= Interactive television (narrative technique) =

Pretense that television characters interact directly with viewers

Interactive television or interactive TV, sometimes also called pseudo-interactive television to distinguish it from technologically enabled interactive television, is a narrative technique used in television programs to give the viewing audience the impression that they can interact with the on-screen characters, while in actuality they cannot. This narrative technique is often used in children's television. It is a simulated form of audience participation. When employed, characters will often break the fourth wall and ask the viewers to give them advice or the solution to a problem. Characters typically provide a short period of time for the viewers to react, and then proceed as though the viewers have given them the correct answer.

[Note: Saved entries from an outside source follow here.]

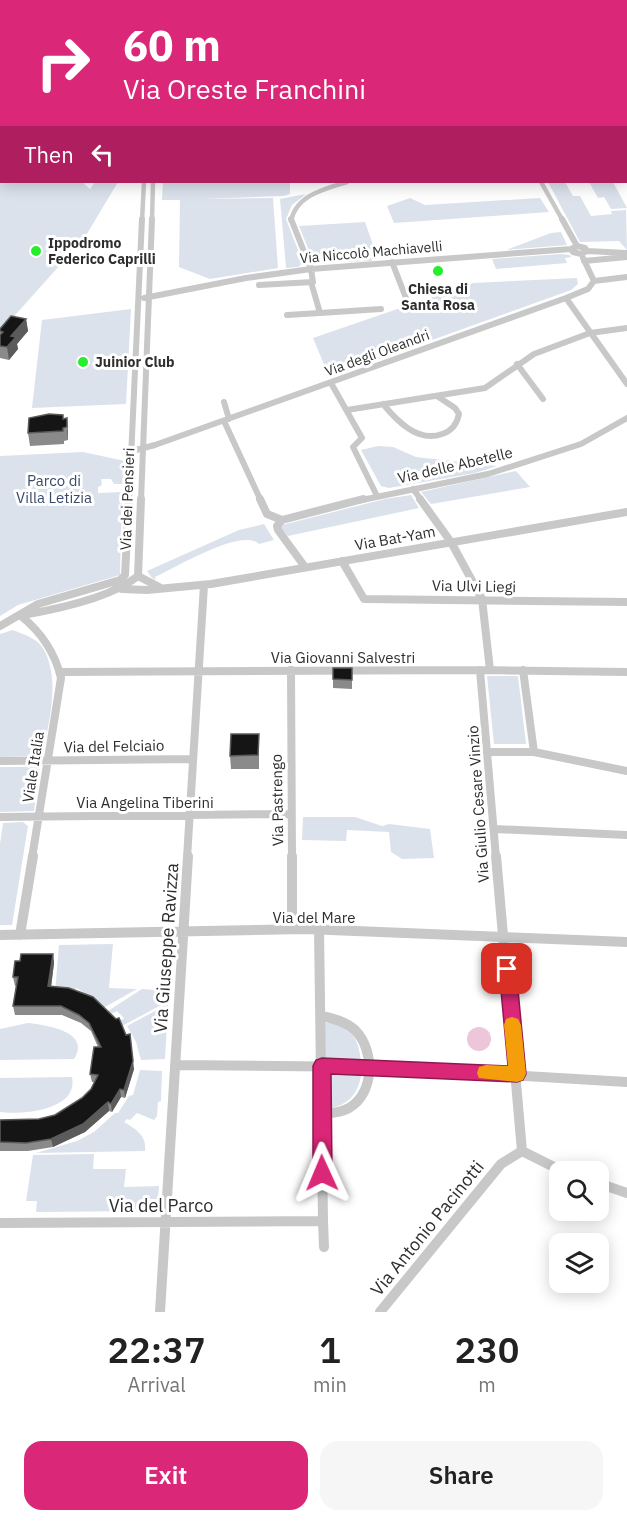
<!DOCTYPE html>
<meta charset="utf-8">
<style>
:root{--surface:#fff;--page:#f6f6f6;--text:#222;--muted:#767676;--accent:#db2777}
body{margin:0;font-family:"IBM Plex Sans",sans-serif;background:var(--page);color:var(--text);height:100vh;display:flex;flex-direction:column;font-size:22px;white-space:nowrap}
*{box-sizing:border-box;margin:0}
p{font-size:20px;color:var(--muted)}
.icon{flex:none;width:33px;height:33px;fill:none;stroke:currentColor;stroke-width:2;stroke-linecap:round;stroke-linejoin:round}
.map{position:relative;height:1312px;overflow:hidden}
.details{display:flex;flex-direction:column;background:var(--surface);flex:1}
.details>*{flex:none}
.guide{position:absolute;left:0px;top:0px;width:627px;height:183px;box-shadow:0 3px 15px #0003;background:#db2777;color:#fff;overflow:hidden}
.controls{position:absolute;left:549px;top:1161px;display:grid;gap:12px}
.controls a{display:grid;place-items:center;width:60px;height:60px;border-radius:12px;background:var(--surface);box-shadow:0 3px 15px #0003;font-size:30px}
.pin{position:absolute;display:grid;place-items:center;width:51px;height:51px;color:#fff;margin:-26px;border-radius:12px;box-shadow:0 3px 9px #0006}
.me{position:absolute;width:66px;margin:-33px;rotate:359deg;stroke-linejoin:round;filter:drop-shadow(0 0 4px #0008)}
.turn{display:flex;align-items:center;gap:21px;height:126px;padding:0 24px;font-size:27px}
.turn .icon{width:78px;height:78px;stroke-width:2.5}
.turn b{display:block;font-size:42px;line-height:51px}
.then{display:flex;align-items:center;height:57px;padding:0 24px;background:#0003;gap:12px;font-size:22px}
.eta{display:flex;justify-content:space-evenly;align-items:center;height:102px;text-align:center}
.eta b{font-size:36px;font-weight:600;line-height:42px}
.button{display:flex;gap:12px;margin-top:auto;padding:12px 24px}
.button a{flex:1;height:69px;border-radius:18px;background:var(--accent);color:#fff;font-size:24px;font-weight:600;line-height:69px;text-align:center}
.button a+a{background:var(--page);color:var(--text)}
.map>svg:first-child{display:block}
</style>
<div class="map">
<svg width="627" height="1312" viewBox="0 0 627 1312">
<rect width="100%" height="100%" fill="#fff"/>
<path fill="#dbe2ec" d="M0 156 2 182H82L90 189 95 182H118L85 237 0 332Z
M163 182H290V194L284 196 201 199 273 198 278 268 210 279 179 267 180 200H162Z
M548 182H565L573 196H580L591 216 612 214 611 211 626 210 627 250 619 241 580 242Z
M589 182H613L627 208 611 209 604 197 598 198Z
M306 194 292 205 286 219 303 263 298 267 286 268 280 199Z
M410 198 425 205 540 198 549 212 394 223 387 206Z
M365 222 375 250H369L372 261 314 263 299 226Z
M561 232 567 245 506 250 551 233Z
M561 254 570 255 571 257 565 258 567 263 496 269 492 259Z
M577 278 578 284 571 290 340 373 337 371 328 374 313 338 473 283Z
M131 309 126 404 32 408 42 320Z
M378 446 393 447 416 457 497 466 475 473 389 488 381 486 361 450Z
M83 452 125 461 124 484H114L111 479H101L102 485 98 487V493L122 492 120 575 18 605 0 616V456Z
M516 471 530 487 431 504 421 492Z
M411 495 419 508 288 536 278 526 385 499Z
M264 524 274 540 259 544C242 527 173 569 155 577L156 580 152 578 147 571 239 530Z
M13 630C24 635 38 638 44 650 61 682 48 722 43 756L0 757V634Z
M487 676H518L526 744H494Z
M0 767H40L34 811 0 812Z
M303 817H355L382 826 389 824 430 829 434 858 402 859 391 852 389 832 347 830 346 841 302 840Z
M23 822 28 826 12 925H0V844L3 823Z
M113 944 109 988 137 989 105 1007 77 988 70 994 55 993 59 945Z
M142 989 156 990 161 1001 167 1002 122 1026 119 1022 124 1018 117 1011 111 1014 108 1011Z
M168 1004 165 1059 141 1060 136 1042 127 1026Z
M331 1022C353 1027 359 1041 361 1062H325V1023Z
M28 1023C45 1025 92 1031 74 1059L0 1060V1029Z
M140 1070 162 1071 161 1101 158 1102 157 1116 154 1120 137 1113 130 1120 127 1119 124 1122C136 1129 147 1136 145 1151L36 1153 77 1141 94 1132 115 1113H118L129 1096 133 1095Z
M326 1070H362C359 1093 350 1105 327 1109Z
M72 1077C79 1110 22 1115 0 1112V1078Z
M94 1154 93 1169H126L124 1187 159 1186 158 1199H148L147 1211 36 1212 37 1201H26L33 1155Z"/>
<path fill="#edc6da" d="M467 1039a12 12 0 1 1 24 0a12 12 0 1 1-24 0Z"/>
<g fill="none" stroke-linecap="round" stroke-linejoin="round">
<path stroke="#edc6da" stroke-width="1.5" d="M593 2 596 0"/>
<path stroke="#c8c8c8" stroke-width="4.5" d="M226 0 228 2
M345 0 347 2
M427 0 429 2
M626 146 627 149
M541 182 563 221
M142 221 144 182
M152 221 153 182
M291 221C296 195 325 189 347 182"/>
<path stroke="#c8c8c8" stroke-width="6" d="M562 219 577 246
M577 246 585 248 587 251 581 254 573 252 571 249Z
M587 251 627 253
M583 258 594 281
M584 261 627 257
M392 262 406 298
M259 285 313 282 311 269 291 219
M144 298 246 278 311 269 571 249
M566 298 627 384
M320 313 381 309
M287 315 320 313 311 282
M517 364 543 399
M331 383 362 438 353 447 377 496
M224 402 229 419
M383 404C397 421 418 443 442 434 452 431 457 424 459 414L455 408 437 396
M347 410 485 388 534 354 590 333 627 328
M224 421 261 501
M132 451 155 445 566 298 588 289 594 281 627 277
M413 489 422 501
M129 501 142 219
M141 501 152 219
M357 501 488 474 581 444 627 418"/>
<path stroke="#c8c8c8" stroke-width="8" d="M260 499 267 514 282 520 363 499
M420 499 451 542 482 599 490 670
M282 520 277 526 278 530 305 567
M342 561 364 599 627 602
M138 576 159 587
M122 589 147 590 211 584 627 512
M23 615C58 609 111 598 138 576L141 499
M21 616C41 632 55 653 61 678L32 858
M0 626 38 604 120 580 125 575 129 499
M291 670 292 858
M480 670 496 858
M523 670 534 752
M60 672 480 670 627 672
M489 752H534L627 771
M0 761 193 759
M0 817 290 814
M495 829 627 835
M187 858 204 585"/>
<path stroke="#c8c8c8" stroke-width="10" d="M292 856V929
M0 935 306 929 627 942
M20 935 33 856
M321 1016C333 1018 345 1021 355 1030 375 1050 375 1093 349 1108 341 1113 331 1113 322 1114
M175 1065 370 1067 627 1082
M522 1151 564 1172
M598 1183 627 1193
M323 1221 324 1247
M0 1223 323 1221 319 929
M160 1312 188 856
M380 1312 501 1164 522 1151 496 856"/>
<path fill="#b8b8b8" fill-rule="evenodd" d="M12 0H22L8 2Z
M43 0H53L39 2Z
M539 0H545L547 2H540Z
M0 8H2V12H0Z
M626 25H627V30L626 29Z
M626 113H627V119H626Z"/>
</g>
<path fill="#8a8a8a" d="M26 319 28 331 17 344 18 349 9 360 0 358V329Z
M63 419 68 431V440L64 441V444L30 446 28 433Z
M333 668H352V689L333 688Z
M259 734V769H231L230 756Z
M53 954 54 963 51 987 69 988 134 1069 125 1098 121 1097 112 1112 109 1111 85 1132 53 1147 28 1151H0V1120L39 1119 55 1115 82 1098 91 1089 94 1082H92L90 1074 98 1047 91 1031 81 1023 62 1015H15L13 1006 16 986H15L13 977 20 961Z"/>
<path fill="#5b5b5b" d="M26 319 28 331 17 344 18 349 9 360 7 347 11 336Z
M67 418 68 431V440L67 427Z
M53 954 54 963 50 995 48 986Z
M130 1034 134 1069 125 1098 124 1090Z
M120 1089 121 1097 112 1112 111 1104Z
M108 1102 109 1111 85 1132 53 1147 51 1139Z"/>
<path fill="#151515" stroke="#5b5b5b" stroke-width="1.5" d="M11 316 26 319 11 336 16 337 7 347 0 346V335L3 332 0 331V329Z
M49 414 63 415V419L67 418V427L63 428V431L28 433 29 418Z
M333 668H352V680L333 679Z
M231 734H259L258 755 230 756Z
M21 954H53L48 986 69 988 93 997 116 1019 119 1018 126 1035 130 1034 133 1061 124 1090 120 1089 111 1104 108 1102 83 1124 51 1139 26 1143 0 1142V1120L39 1119 55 1115 82 1098 91 1089 98 1075 90 1074 94 1047H101L89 1023 79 1015 61 1006H13L18 977H13L15 961H20Z"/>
<path fill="#db2777" stroke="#8e194d" stroke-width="1.5" d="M507 962 513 964 516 969 526 1074 523 1080 517 1082 331 1074 332 1173 329 1179 322 1182 316 1179 313 1173V1066L316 1060 322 1058 508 1066 499 969 501 964Z"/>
<path fill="#f59e0b" d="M512 1017 518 1019 521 1025 526 1074 523 1080 517 1082 479 1078 477 1073 479 1067 486 1065 508 1066 504 1025 506 1019Z"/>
<g fill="#27ee2d" stroke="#fff" stroke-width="2">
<circle cx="36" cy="251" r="6"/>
<circle cx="438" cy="271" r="6"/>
<circle cx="83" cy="362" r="6"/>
</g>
<g text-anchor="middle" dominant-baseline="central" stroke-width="6" stroke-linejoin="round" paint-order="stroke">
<g font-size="14" font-weight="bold" fill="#2e2e2e" stroke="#fff" text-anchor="start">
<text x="48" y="243">Ippodromo<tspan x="48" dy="16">Federico Caprilli</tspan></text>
<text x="438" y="289" text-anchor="middle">Chiesa di<tspan x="438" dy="16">Santa Rosa</tspan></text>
<text x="95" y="362">Juinior Club</text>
</g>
<g font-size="14" fill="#2e2e2e" stroke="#fff">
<text transform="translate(371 252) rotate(-5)">Via Niccolò Machiavelli</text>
<text transform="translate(377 353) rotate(-20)">Via degli Oleandri</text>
</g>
<g font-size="15" fill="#2e2e2e" stroke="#fff">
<text transform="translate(455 465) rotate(-13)">Via delle Abetelle</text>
<text transform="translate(127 499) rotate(-88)">Via dei Pensieri</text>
<text transform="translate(395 538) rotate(-10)">Via Bat-Yam</text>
<text transform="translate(474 586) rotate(1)">Via Ulvi Liegi</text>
<text x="343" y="657">Via Giovanni Salvestri</text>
<text transform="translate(114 746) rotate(-1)">Via del Felciaio</text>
<text transform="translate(33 767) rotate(-81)">Viale Italia</text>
<text transform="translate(277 800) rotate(-91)">Via Pastrengo</text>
<text x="145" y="802">Via Angelina Tiberini</text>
<text transform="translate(478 804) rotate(-94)">Via Giulio Cesare Vinzio</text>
<text x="314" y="917">Via del Mare</text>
</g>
<g font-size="15" fill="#394b6c" stroke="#fff">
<text x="54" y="480">Parco di<tspan x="54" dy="17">Villa Letizia</tspan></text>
</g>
<g font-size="18" fill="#2e2e2e" stroke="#fff">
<text transform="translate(166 948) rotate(-86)">Via Giuseppe Ravizza</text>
<text x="161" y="1205">Via del Parco</text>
<text transform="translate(427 1228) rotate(-51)">Via Antonio Pacinotti</text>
</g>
</g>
</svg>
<div class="controls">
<a><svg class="icon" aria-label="search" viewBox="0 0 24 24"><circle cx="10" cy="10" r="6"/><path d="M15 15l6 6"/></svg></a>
<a><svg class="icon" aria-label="layers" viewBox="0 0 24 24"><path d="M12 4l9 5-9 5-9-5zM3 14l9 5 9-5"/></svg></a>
</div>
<div class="pin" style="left:507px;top:969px;background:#d93025"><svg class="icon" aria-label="arrive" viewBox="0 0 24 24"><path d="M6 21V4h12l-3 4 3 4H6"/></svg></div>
<svg class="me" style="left:322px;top:1173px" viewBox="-20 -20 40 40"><path d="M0-17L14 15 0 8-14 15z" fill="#db2777" stroke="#fff" stroke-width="4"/></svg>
<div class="guide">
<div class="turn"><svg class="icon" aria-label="right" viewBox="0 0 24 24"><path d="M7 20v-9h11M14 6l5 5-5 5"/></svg><div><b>60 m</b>Via Oreste Franchini</div></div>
<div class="then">Then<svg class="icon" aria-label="left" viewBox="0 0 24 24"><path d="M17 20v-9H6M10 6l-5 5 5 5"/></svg></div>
</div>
</div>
<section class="details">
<div class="eta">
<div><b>22:37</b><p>Arrival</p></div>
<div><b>1</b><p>min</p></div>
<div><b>230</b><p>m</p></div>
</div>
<div class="button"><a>Exit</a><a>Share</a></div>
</section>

== Examples and history ==

=== Winky Dink and You ===

Airing 1953 to 1957, the Winky Dink and You program was perhaps the first interactive TV show. The central gimmick of the show, praised by Microsoft mogul Bill Gates as "the first interactive TV show", was the use of a "magic drawing screen"—a piece of vinyl plastic that stuck to the television screen via static electricity. A kit containing the screen and various Winky Dink crayons could be purchased for 50 cents. At a climactic scene in every Winky Dink short film, Winky would arrive on a scene that contained a connect-the-dots picture that could be navigated only with the help of viewers. Winky Dink then would prompt the children at home to complete the picture, and the finished result would help him continue the story. Examples included drawing a bridge to cross a river, using an axe to chop down a tree, or creating a cage to trap a dangerous lion. Another use of the interactive screen was to decode messages. An image would be displayed, showing only the vertical lines of the letters of the secret message. Viewers would then quickly trace onto their magic screen, and a second image would display the horizontal lines, completing the text. A final use of the screen was to create the outline of a character with whom Jack Barry would have a conversation. It would seem meaningless to viewers without the screen, further encouraging its purchase.

=== Blue's Clues ===

Premiering in 1996, Blue's Clues was perhaps the most influential interactive TV show. It used pauses that were "long enough to give the youngest time to think, short enough for the oldest not to get bored". The length of the pauses, which was estimated from formative research, gave children enough time to process the information and solve the problem. After pausing, child voice-overs provided the answers so that they were given to children who had not come up with the solution and helped encourage viewer participation. Researcher Alisha M. Crawley and her colleagues stated that although earlier programs sometimes invited overt audience participation, Blue's Clues was "unique in making overt involvement a systematic research-based design element". In 2004, Daniel Anderson said that Blue's Clues "raised the bar" for educational television; he and Variety reported that audience participation became an important part of other educational preschool TV programs such as Dora the Explorer and Sesame Street.